Reporting Requirements for Downstream Investments: Under the Foreign Exchange Management (Mode of Payment and Reporting of Non-Debt Instruments) Regulations, 2019 (“NDI Regulations”) which are to be read with the NDI Rules, mentions the reporting requirements for a person resident outside India shall have to report any investment in India. With specific emphasis on the downstream investments, an Indian entity/investment vehicle that makes the downstream investment in another Indian entity, which is the indirect foreign investment for the investee Indian entity as per the NDI Rules, shall notify the Secretariat for Industrial Assistance, Department for Promotion of Industry and Internal Trade (DPIIT) of such investment within 30 (thirty) days from such investment. It is noted that such notification is required under the NDI Regulations in circumstances wherein the equity instruments have not been allotted along with the modality of investment in new or existing ventures.

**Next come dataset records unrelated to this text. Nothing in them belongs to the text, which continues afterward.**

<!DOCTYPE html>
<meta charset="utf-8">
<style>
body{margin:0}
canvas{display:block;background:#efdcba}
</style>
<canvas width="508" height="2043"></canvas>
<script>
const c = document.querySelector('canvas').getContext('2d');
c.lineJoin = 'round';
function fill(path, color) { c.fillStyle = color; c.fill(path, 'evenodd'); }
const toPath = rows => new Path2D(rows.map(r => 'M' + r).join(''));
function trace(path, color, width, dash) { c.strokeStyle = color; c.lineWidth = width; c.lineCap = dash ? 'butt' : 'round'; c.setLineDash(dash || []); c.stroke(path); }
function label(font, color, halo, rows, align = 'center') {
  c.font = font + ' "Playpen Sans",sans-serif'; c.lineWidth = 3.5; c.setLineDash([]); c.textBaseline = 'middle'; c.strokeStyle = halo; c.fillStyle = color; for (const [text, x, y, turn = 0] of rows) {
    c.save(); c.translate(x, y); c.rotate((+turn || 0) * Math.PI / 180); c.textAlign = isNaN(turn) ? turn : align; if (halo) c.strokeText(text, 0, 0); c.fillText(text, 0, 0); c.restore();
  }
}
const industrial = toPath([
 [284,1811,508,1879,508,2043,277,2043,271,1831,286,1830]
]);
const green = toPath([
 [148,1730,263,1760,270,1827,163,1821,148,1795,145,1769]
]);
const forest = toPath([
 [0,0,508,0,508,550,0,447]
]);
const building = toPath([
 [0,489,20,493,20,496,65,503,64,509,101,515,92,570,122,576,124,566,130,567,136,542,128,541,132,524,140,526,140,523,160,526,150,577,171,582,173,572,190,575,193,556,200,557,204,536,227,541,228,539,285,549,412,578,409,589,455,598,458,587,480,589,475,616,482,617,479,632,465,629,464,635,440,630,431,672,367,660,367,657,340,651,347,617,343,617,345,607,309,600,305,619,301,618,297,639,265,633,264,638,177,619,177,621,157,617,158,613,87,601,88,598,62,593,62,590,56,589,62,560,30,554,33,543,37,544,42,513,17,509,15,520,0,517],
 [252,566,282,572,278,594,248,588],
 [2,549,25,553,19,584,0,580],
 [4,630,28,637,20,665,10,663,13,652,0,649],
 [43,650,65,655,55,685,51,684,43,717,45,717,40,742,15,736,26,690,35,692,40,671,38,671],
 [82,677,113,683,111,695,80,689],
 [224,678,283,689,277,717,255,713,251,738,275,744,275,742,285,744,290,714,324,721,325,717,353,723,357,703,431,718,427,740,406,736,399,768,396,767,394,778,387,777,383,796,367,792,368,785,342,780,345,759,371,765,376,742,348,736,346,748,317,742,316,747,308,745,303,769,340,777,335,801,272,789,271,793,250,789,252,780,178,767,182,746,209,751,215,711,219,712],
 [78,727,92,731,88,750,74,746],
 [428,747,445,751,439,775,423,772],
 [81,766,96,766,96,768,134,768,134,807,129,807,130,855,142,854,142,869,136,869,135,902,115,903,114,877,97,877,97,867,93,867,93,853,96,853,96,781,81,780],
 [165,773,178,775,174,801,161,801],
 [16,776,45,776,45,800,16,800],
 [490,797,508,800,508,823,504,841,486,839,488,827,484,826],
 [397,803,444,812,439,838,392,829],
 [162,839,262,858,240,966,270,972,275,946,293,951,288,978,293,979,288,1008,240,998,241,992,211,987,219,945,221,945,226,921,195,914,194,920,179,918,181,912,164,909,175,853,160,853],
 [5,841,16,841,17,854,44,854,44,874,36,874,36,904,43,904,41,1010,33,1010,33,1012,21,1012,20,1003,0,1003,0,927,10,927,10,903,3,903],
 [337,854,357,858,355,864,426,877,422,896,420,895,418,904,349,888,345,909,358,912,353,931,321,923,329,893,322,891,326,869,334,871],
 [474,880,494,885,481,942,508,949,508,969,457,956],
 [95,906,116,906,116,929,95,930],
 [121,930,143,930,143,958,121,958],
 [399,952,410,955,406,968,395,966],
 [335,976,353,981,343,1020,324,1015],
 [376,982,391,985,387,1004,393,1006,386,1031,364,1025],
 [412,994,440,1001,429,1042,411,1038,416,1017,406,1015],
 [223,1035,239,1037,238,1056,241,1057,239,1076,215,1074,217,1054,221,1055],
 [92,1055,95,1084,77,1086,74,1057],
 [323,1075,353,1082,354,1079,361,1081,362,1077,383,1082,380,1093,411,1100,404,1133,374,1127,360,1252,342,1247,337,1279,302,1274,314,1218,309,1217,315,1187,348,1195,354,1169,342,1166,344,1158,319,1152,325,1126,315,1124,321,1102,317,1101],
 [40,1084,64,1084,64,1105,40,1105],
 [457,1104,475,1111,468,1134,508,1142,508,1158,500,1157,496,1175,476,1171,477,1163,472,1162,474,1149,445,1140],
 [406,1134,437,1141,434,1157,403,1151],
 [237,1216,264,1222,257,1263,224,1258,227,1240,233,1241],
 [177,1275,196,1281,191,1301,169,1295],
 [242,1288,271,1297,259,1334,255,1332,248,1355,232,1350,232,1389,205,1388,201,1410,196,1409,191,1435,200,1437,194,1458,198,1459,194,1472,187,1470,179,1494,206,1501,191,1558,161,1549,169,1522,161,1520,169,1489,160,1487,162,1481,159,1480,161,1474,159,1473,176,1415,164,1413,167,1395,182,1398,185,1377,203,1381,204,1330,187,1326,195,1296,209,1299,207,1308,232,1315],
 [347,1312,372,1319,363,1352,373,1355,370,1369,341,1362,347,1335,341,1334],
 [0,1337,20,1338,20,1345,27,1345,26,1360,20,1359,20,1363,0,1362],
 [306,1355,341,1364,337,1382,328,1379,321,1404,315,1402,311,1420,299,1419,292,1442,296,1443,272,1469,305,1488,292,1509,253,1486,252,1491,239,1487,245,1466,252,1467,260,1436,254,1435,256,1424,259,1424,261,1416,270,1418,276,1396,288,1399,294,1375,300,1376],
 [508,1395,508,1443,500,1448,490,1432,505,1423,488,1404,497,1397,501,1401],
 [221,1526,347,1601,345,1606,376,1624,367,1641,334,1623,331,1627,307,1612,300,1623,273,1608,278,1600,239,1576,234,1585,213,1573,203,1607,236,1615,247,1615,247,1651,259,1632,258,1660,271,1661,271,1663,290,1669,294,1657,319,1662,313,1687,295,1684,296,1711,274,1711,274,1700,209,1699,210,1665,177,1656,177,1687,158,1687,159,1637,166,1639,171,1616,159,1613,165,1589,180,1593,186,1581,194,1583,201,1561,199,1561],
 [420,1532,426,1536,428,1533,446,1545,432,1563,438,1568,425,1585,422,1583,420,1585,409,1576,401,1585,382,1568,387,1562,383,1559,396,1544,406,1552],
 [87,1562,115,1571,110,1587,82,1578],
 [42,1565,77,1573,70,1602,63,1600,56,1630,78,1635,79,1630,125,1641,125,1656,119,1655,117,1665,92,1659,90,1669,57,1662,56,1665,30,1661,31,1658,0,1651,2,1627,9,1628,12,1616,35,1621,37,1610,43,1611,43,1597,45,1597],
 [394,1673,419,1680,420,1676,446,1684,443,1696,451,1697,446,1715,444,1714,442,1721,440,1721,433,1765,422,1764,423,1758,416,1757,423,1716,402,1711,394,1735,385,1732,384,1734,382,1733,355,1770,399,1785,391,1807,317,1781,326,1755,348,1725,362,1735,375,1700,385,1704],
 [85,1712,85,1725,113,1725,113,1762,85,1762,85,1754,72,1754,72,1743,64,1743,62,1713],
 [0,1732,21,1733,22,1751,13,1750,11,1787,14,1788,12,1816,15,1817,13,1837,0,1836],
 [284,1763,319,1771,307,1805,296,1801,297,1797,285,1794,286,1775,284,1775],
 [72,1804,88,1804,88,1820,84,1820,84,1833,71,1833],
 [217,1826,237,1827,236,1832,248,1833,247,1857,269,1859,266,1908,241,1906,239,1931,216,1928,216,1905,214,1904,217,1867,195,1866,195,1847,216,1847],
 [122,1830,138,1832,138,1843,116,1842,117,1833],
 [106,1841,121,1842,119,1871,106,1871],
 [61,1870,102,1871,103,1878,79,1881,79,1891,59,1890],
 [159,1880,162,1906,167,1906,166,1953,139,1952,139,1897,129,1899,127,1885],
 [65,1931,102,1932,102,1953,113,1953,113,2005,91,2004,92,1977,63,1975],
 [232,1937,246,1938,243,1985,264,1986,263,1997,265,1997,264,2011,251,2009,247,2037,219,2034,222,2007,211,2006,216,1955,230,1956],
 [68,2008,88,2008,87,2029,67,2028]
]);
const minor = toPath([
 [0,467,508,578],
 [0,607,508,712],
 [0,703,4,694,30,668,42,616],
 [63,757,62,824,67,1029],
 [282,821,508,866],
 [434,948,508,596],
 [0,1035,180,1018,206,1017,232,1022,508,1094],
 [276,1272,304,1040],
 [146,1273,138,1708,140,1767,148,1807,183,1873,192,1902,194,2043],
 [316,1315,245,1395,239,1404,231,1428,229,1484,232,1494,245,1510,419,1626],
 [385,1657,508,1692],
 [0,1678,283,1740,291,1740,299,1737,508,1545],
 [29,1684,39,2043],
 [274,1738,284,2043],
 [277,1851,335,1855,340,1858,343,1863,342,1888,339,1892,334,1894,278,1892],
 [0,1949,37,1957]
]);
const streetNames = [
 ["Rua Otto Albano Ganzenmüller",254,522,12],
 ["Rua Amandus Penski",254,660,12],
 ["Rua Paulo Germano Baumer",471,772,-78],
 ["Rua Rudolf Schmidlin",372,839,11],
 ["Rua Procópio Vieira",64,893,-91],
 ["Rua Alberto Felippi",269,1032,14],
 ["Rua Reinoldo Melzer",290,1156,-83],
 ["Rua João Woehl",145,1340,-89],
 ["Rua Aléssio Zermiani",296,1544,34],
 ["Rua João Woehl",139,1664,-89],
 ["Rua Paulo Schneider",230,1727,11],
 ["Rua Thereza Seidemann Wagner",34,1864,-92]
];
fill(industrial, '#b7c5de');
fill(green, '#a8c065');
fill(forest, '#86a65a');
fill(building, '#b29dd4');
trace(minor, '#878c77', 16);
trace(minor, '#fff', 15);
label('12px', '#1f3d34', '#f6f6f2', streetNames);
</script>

Further, another reporting requirement under the NDI Regulations for the Indian entity/investment vehicle that makes the downstream investment under the NDI Rules shall be required to file Form ‘DI’ with the RBI within a period of 30 (thirty) days from the equity instruments allotment date. However, in the event, the Indian entity which is responsible for the filing of reports provided under Regulation 4 of the NDI Regulations doesn’t complete the reporting requirements, a late submission fee (amount as decided by the RBI in consultation with the Central Government) shall be payable by such person/entity.

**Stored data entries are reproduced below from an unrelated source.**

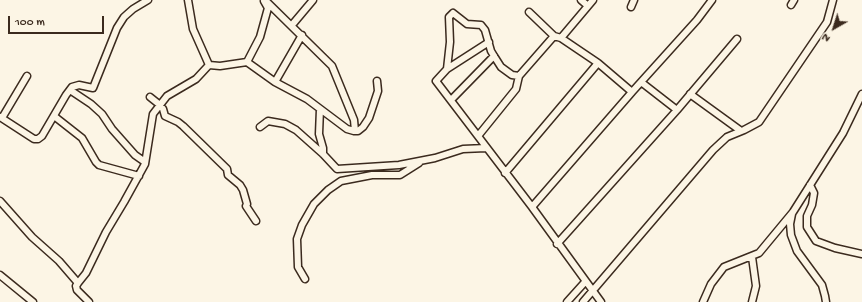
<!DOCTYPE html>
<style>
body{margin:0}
#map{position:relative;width:862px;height:302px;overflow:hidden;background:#fcf5e5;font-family:"Gochi Hand",sans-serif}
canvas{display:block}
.north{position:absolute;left:814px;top:8px;width:40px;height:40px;-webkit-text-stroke:3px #fcf5e5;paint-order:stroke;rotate:219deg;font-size:11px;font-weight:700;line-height:16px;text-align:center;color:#3b2a1e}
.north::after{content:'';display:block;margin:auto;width:14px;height:18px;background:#3b2a1e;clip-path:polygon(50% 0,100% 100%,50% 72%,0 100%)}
.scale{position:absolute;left:8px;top:16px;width:96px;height:18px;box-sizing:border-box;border:2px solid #3b2a1e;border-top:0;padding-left:5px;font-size:12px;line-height:14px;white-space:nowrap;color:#3b2a1e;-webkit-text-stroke:3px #fcf5e5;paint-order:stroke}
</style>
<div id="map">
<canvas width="862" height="302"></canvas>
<div class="north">N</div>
<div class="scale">100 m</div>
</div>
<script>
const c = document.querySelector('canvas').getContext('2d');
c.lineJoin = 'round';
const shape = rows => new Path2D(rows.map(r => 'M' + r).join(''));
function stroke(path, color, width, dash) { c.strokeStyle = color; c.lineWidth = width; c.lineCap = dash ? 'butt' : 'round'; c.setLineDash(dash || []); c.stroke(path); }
const minor = shape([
 [265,0,332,66,354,120,355,131],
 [581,0,588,6],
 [791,5,794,0],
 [631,7,634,0],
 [529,12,554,36],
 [292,25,313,0],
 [561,38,593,0],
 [247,62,275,82,307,99,347,129,354,131,358,131,363,127,369,118,378,91,377,81],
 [209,65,220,66,247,62,260,37,268,8,264,1],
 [447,69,489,42],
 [275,82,302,35],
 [641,82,697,20,712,0],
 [70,90,91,104,102,114,112,129,135,155,145,162],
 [690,94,741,131],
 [150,97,160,105,163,109,165,116,178,122,183,126,227,169,228,175,240,185,243,190,247,204,246,206,256,221],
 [451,100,494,56],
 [320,109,319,134,323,148,323,154],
 [54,116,82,138,96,162,99,165,139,176],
 [0,117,34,139,38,139,42,136,66,95,72,87,79,85,93,88,117,28,124,17,133,9,148,0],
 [2,118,27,76],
 [260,127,268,121,285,124,296,130,323,154,337,169,399,165,435,158,463,149,486,148],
 [478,136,516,89,519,76],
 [505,173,598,63],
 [810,185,814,193,812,205,807,216,807,227,816,241,835,248,862,254],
 [0,201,32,237,59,261,78,283,86,273,106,232,124,202,145,164,153,114,167,96,196,79,209,65,193,29,188,0],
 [532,207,632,92],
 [792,214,790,224,791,235,797,251,822,285,825,296,826,302],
 [557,244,677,110],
 [752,257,756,286,752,302],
 [0,275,33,302],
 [305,279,298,267,297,239,302,225,314,204,328,190,341,181,372,175,400,175,419,163],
 [78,283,76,286,77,290,89,302],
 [567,302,585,282],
 [583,302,713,150,727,137,744,130,759,122,827,22,833,0],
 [601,302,532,207,436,81,447,69,450,42,449,17,453,13,467,24,481,25,485,30,491,51,494,56,501,67,512,75,519,76,554,36,561,38,598,63,632,92,641,82,677,110,737,39],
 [703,302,711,284,724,267,759,253,793,212,843,133,862,94]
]);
stroke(minor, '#3b2a1e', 9);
stroke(minor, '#fcf5e5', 6);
</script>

Conclusion: Downstream investment is certainly a common business strategy in India. While the FDI Policy prescribes restrictions including entry points, sectoral caps, pricing guidelines, and other ancillary requirements, which would apply to downstream investments, the NDI Rules present this legal configuration and levy certain constraints and reporting requirements on Indian companies making downstream investments. To ensure a smooth and successful downstream investment strategy, Indian companies must adhere to the regulatory guidelines and restrictions to avoid any legal complications. However, it is crucial to establish a comprehensive legal framework that provides clear provisions regarding the treatment of FOCC, pricing regulations, and reporting obligations upon the FOCC entity making foreign investment in another Indian entity. The Central Government and RBI have formulated a robust structure that was initially intended to control such foreign investments being completed indirectly and routed through other Indian entities, however, the NDI Rules read with the FDI Policy regularly require clarifications to facilitate a transparent and efficient downstream investment ecosystem.